I think describing Kakoune/Helix as vi-inspired with “slightly different keybindings” is rather missing the point.
The most important difference is that they invert the editing model from verb-noun to noun-verb. Meaning you always see exactly what you’re going to be operating on before you do it.
The second most important difference is that they were designed from the ground up around multi-selection editing as a primitive, rather than a plugin or late addition.
That model is typically less efficient purely in terms of keystrokes, for some operations significantly so, but it’s somewhat mitigated if having the state on-screen rather than in your head means you undo less often.
I wouldn’t suggest either approach is superior. I suspect most people (“most people” in the subset of people who jibe with modal editing to begin with, anyway) will find that one just fits their brain better than the other.
Personally, even having used Vim almost daily since finding it on a Fish Disk sometime in the mid-90s, I still turned out to be in the kak/hx group.

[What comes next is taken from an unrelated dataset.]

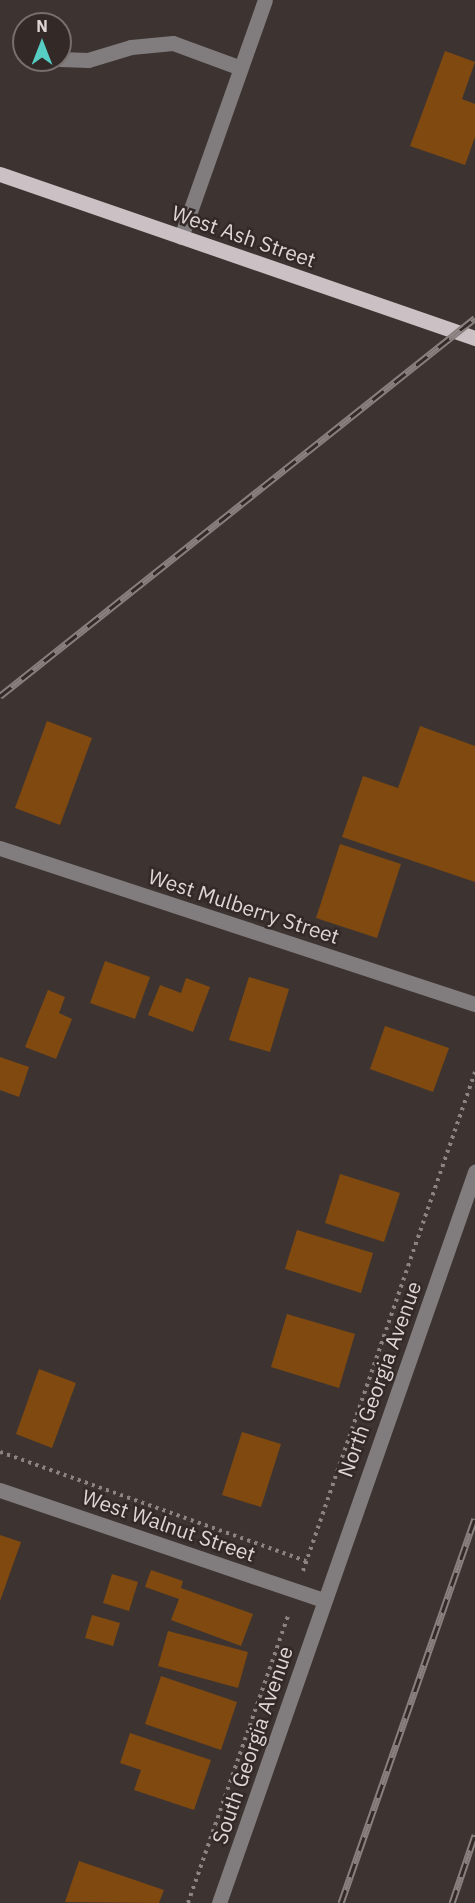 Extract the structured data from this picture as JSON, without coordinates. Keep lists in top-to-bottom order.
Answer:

I can still use vi quite comfortably when I need to, but Helix removed a bit of friction I’d barely been aware of.
There’s a steady stream of NeoVim exiles to Helix forums, I think who mostly found its Lua-based config too complex/brittle, asking why the devs don’t add settings to make it work like Vim, include a *Vim keymap as standard, etc.
It’s kind of wild to me that people would choose their editor based on how minimalist its config/how batteries-included it is, rather than its fundamental editing paradigm.